[[ Provided records, beginning ]]
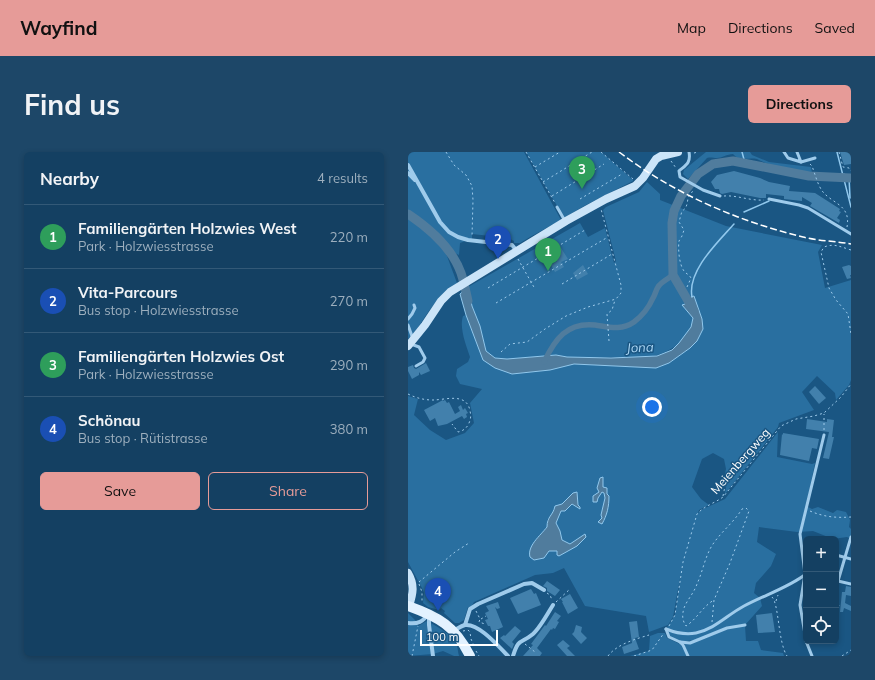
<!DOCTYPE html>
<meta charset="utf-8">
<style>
:root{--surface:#144062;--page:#1d4768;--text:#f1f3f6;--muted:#9dafbe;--line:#335977;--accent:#e69b98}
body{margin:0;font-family:Mulish,sans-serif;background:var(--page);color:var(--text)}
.controls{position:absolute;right:12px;bottom:12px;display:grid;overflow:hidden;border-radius:6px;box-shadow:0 2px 6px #0003}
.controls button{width:36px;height:36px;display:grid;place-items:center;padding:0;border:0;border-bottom:1px solid var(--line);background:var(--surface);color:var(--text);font:20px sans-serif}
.scale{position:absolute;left:12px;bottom:10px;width:78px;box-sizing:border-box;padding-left:4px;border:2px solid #fff;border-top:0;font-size:11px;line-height:14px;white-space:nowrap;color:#fff;-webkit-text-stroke:3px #1a5683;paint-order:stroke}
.you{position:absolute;left:244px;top:255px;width:14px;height:14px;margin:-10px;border:3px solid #fff;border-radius:50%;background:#1a73e8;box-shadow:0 0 0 6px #1a73e833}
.badge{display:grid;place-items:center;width:26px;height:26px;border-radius:50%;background:var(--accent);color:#fff;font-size:13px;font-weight:700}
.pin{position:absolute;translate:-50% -33px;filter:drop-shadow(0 1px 2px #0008)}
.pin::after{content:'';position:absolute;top:21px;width:14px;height:12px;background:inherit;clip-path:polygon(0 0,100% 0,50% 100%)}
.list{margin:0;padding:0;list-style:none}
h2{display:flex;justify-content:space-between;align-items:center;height:52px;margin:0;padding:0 16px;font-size:17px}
h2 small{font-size:13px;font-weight:400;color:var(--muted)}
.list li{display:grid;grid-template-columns:26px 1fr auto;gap:12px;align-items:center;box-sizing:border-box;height:64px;padding:0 16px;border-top:1px solid var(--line)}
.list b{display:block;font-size:15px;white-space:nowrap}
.list p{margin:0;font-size:13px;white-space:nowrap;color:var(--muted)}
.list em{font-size:13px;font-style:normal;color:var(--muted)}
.actions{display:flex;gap:8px;padding:12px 16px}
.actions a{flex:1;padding:9px 0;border:1px solid var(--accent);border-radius:6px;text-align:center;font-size:14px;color:var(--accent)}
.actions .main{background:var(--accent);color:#111}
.icon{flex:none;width:22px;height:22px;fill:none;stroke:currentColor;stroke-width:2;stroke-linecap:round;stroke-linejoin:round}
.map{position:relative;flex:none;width:443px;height:504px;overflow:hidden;border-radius:6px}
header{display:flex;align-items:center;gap:24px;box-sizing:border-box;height:56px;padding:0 20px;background:var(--accent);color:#111}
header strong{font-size:19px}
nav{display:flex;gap:22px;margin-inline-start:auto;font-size:14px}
.intro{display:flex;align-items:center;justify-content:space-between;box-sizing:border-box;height:96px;padding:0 24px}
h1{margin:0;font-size:28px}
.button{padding:10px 18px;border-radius:6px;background:var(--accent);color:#111;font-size:14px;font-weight:700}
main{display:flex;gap:24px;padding:0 24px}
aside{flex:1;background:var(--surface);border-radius:6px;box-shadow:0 2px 6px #0003}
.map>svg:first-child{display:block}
.green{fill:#296fa0;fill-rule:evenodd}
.water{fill:#507c9d;stroke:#91c8ed}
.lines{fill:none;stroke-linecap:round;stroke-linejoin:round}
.stream{stroke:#91c8ed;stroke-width:1.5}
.canal{stroke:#507c9d;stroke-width:5.5}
.river{stroke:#507c9d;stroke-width:9}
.building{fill:#4280ac}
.path{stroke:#9fcbeb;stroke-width:1;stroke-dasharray:2 3;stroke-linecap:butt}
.lane{stroke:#9fcbeb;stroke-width:3}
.street{stroke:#9fcbeb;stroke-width:4}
.secondary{stroke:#cbe4f8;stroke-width:8}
.primary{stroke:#e3f2ff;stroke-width:10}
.rail{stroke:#fff;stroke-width:1.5;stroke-dasharray:7 3;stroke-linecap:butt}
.labels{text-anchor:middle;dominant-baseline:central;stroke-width:3;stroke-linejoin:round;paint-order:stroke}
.street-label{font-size:12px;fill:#fff;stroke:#1a5683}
.water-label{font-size:13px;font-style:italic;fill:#aad5f3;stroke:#1a5683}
</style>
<header>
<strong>Wayfind</strong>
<nav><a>Map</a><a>Directions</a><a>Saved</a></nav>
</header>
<div class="intro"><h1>Find us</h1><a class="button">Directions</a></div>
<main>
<aside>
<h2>Nearby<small>4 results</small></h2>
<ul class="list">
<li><span class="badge" style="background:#2e9e5b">1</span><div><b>Familiengärten Holzwies West</b><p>Park · Holzwiesstrasse</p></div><em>220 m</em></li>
<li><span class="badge" style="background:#1a4fb4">2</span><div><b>Vita-Parcours</b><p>Bus stop · Holzwiesstrasse</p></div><em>270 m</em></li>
<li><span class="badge" style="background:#2e9e5b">3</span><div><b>Familiengärten Holzwies Ost</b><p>Park · Holzwiesstrasse</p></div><em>290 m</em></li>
<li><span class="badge" style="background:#1a4fb4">4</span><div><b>Schönau</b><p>Bus stop · Rütistrasse</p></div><em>380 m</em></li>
</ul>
<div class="actions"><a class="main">Save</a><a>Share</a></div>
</aside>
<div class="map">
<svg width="443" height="504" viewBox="0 0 443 504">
<rect width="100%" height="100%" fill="#1a5683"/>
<g class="green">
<path d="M0,0H116L153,68L122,85L112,91H106V89L100,86L64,82V88H60L52,91L51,103L36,96L49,131C39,138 31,145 24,155C15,166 11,177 0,187Z"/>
<path d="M118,0H193L225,28V29L176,54L156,66Z"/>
<path d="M298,0H342L344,3L361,10L403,15L404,21C391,22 373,17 361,12C357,11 353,9 349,7C340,5 332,10 325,2C319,2 314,6 309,6C305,6 303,5 299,6L280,27L275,22L276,18Z"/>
<path d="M239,30L252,42V48L318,74L414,93L410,100L417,136L443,128V228L441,233L428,248L427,241L409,224L394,240L406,258L371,271L370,275L317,342L320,323L317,322L318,317L316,307L305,301L294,307L284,335L293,347L301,353L291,358L290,361L293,358L317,347L370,280L369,305L404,312L407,311L398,354L404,357L410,355L425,361L429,358L438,360L442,368L441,375L443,377V387L439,385L425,387L405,379L389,380L351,375L349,390L368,402L363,414L348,431L346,441L352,446L354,454L337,473L319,476L287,488L272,490L261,485L258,477L267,463L273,421L265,465L260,473L241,480L238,464L177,454L156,416L145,421L127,423L66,450L62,457L60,455L56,468L51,471H47L36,461L37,459L33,456L31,458L20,455L15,451L16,441L14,436L0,410V244L10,247L6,263L22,278L38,288L57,281L66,271L62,251L74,237L52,232L48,224L49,217L60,210L62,205C58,193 51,176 55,164L58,163L75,208L104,222L142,218L166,212L248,216L261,211L282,196L294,167L286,149L283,147L277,153L276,156L285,166C281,189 260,203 238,205H159L148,203L99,207L87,206L78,199L72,174L64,154L60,135L172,71L180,85L197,76L206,111L208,109L195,58L198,55L231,40ZM165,341L172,356L164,352L157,359H153L148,371L152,379L153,388L162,392L177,382L149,403V399H141L125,392L139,375V368Z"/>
<path d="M0,461L10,471V474L19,469C28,474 46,483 49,494C50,497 50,501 51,504H46L35,499L25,502L0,504Z"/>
<path d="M337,474L338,489H350L353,498L375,501L376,504H222L241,499L242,484L250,481H257L259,486L272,492L276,495L277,492L284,491L325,475Z"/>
</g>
<g class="water">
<path d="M60,135L64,154L72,174L78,199L87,206L99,207L148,203L159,205L203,206L249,204L264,198L271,191L283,175L285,166L274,153L280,151L283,145L286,144L294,167L295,177L289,189L282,196L261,211L248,216L166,212L142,218L104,222L87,216L75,208L58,163L52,142Z"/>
<path d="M195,325V335L199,336V342L201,344C201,355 199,363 194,372L190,370L194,366L193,363L197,346L196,341L194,340L190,346L189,350H185V344L191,340L189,336L192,326Z"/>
<path d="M169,340L170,353L172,355V357L164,352L157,359H153L148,371L152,379L154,388L162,392L177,382L178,385L169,394L151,404L149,403V399H141L136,406L126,408L122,405C119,394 132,384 139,375C139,364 145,364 147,354L154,352L165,341Z"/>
</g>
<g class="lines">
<g class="stream">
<path d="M334,0L337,11"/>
<path d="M429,0L443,55"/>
<path d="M436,22L438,26"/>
<path d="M441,26L442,46"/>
<path d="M336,60L361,49"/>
<path d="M284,145C279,119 310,90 326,72"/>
</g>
<path class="canal" d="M136,210C147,187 159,170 187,173C201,175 213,179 226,170C234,164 241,155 245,146C247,143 248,138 250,135C253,130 260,127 265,123"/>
<g class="river">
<path d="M0,62C21,76 44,96 53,121C56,130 58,140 60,149"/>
<path d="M286,159L265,123L264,71L266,59L273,44L290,22L305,12L325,9L401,24L443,26"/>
</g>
</g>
<g class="building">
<path d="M432,0H443V12L436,13Z"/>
<path d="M326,19L352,26L361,30L382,34L381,39L407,41L432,57L431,59L433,60L429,66L432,68L431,71L402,54L404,51L394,45V49L376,47V44L358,42V46H352L323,40L314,42L312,41L311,37H307L303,30L309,23Z"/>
<path d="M153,96L160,107L153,110L156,115L147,120L143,113L149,109L144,101Z"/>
<path d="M175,113L180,122L169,128L165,121Z"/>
<path d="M441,113L443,114V123H442L443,126L439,127L434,115Z"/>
<path d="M18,211L22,219L13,223L11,220V223L4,227L0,219V215L5,213L6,216L8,217Z"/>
<path d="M407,234L418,246L411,252L401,240Z"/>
<path d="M35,248V249L37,248L39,251L41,250L47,262L52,259L50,255L53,253L55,258L57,256L60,261L58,262L59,265L56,267L54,264L39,272L30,274L27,266L22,269L16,258Z"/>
<path d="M399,267L419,270V267L426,268L424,285H426L421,307L415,306L421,280L398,277Z"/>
<path d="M375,281L411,287L409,297L404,296L401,309L372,303L374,282L375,283Z"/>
<path d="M139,429L152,438L147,444L139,439V436L135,434Z"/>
<path d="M438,434L443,435V444L438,443L437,451L443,454V459L436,456L435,460H432L434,440H437Z"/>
<path d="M123,437L126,442L128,441L133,453L110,462L102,446Z"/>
<path d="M162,442L170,456L160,462L154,450H155L153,447Z"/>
<path d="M90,450L92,456L89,457L87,455L95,475L84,480L82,474H80L77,468L80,467L77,461L81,459L78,454Z"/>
<path d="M147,460L153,464L149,469L151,470L147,477L145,476L144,478L143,477L129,496L134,501L132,504H115L125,493L123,492L137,473L138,474Z"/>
<path d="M364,461L367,480L350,481L348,463Z"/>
<path d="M229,469L231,485L227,486L231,497L216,502L214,495L224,491L221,470Z"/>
<path d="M168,473L174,475L173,480L179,486L173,492L164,482L166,480Z"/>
<path d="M107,474L113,479L104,490L106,492L104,497L92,486L96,483L97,484Z"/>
<path d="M155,488L162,494L159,496L167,504H159L149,493Z"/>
</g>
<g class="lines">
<g class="path">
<path d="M38,0L46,13L58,23L64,34L65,48L64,84"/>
<path d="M118,0L147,51"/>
<path d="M193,0L225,27"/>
<path d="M431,0L435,15L441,16L443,19"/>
<path d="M286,1L290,0"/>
<path d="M263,9L268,16"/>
<path d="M402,12L404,14C407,22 410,34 415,40C425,52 443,53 439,75"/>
<path d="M127,15L152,0"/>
<path d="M135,30L184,0"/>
<path d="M144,44L196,12"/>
<path d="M316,44C329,43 342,49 356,48"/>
<path d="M172,47L214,22"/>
<path d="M443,98C433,95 426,91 416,95L413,100L421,136L428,148L440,162L443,182"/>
<path d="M110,107L127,137"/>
<path d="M154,132L204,102"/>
<path d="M279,135L283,126C281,122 278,122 276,119C271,112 270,97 271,89L274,84L276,78L271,70L274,59C283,54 276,43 286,39"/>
<path d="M80,136L177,78"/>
<path d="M88,151L200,85"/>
<path d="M201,189L199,162L204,158L207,148"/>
<path d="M93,200L102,192L119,190L137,177L158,164L180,155L208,147L213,141V133L193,57"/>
<path d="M0,242C8,246 16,248 25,248C37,248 59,240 62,259C63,263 63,267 61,271C59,276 55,279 50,280L44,272"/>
<path d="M416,278V262"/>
<path d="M315,344L319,324"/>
<path d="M402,359C416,365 428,366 443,365"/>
<path d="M11,430L47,400L61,391"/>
<path d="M11,432L14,440V450"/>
<path d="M139,441L142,443L144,448"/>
<path d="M364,445C371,452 370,490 379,504"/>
<path d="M428,448L431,454"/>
<path d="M368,449L370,443"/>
<path d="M148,450L162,437"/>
<path d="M68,459L72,467L71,470L77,472"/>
<path d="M73,467L78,464"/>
<path d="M304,470L306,448L322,411L341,359L338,356L334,357C326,370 314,379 305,392C297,404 295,419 289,432C286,441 279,448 276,456C274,463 274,468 278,474C289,467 294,455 306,448"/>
<path d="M261,474L267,463L275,410L289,362C296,354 307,351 315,345L373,274L388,267L406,264L416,261L433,245L443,232"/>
<path d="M55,479L60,478L62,480L63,487L67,496"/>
<path d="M117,492L127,500"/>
<path d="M68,499L71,504"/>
<path d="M4,504L10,474"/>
<path d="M200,504C209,492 228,487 241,483"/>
<path d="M226,504L244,498L256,481"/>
<path d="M434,504L443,498"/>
</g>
<g class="lane">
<path d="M281,0C283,11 278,13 271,19L272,25L295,38L312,44"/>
<path d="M376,0L380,6L393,10L389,0"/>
<path d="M393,10L407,6"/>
<path d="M361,47L391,53L400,56L443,82"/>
<path d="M149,55L157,69"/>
<path d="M0,167L4,162L7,156L6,153"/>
<path d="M0,173L5,187"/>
<path d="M3,192L11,195L17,206L15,210L8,214"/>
<path d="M443,385L430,429L443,432"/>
<path d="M428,403L443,407"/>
<path d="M258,477C268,481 278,483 288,481C307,477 319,463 336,454C356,443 380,436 398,422"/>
<path d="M258,477L261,485L272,490L282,491L319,476L337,473"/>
<path d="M398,488L392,453L397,422L392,382L416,283"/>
<path d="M398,489L404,504"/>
<path d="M272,490L275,493L280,504"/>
</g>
<g class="street">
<path d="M0,13L32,70L41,80L50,85L60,88L104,93L109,99"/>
<path d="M0,21L7,28"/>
<path d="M21,464V473L25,504"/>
<path d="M0,471C10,472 15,470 20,462"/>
<path d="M57,473L62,457L70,452L116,432L124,431L136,438"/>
<path d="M45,479C49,477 53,474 57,473C71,471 91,495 100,504"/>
<path d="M105,504C111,485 113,492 125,482C132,476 140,461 145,453"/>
</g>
<g class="secondary">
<path d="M0,194L17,173L33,149L42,140L158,69L198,47L227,34L235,26L248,7L253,4L270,0"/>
<path d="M0,421C7,433 5,442 1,454"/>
</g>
<path class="primary" d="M0,454C31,465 47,474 62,504"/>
<path class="rail" d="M211,0C265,41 329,69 395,85C410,89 427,89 443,92"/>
</g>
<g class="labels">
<g class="street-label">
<text transform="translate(332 309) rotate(-49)">Meienbergweg</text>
</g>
<g class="water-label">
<text transform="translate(232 195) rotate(-2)">Jona</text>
</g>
</g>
</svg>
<div class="controls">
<button>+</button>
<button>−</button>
<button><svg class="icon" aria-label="locate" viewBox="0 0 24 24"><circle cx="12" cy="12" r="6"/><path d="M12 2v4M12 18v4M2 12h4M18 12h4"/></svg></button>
</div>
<div class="scale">100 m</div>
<div class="you"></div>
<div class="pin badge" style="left:140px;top:119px;background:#2e9e5b">1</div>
<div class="pin badge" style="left:90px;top:107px;background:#1a4fb4">2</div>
<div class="pin badge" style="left:174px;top:37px;background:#2e9e5b">3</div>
<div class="pin badge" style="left:30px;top:459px;background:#1a4fb4">4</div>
</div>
</main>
[[ Provided records, end ]]
Copy out every line of the entries where the string "controls" shows up.

.controls{position:absolute;right:12px;bottom:12px;display:grid;overflow:hidden;border-radius:6px;box-shadow:0 2px 6px #0003}
.controls button{width:36px;height:36px;display:grid;place-items:center;padding:0;border:0;border-bottom:1px solid var(--line);background:var(--surface);color:var(--text);font:20px sans-serif}
<div class="controls">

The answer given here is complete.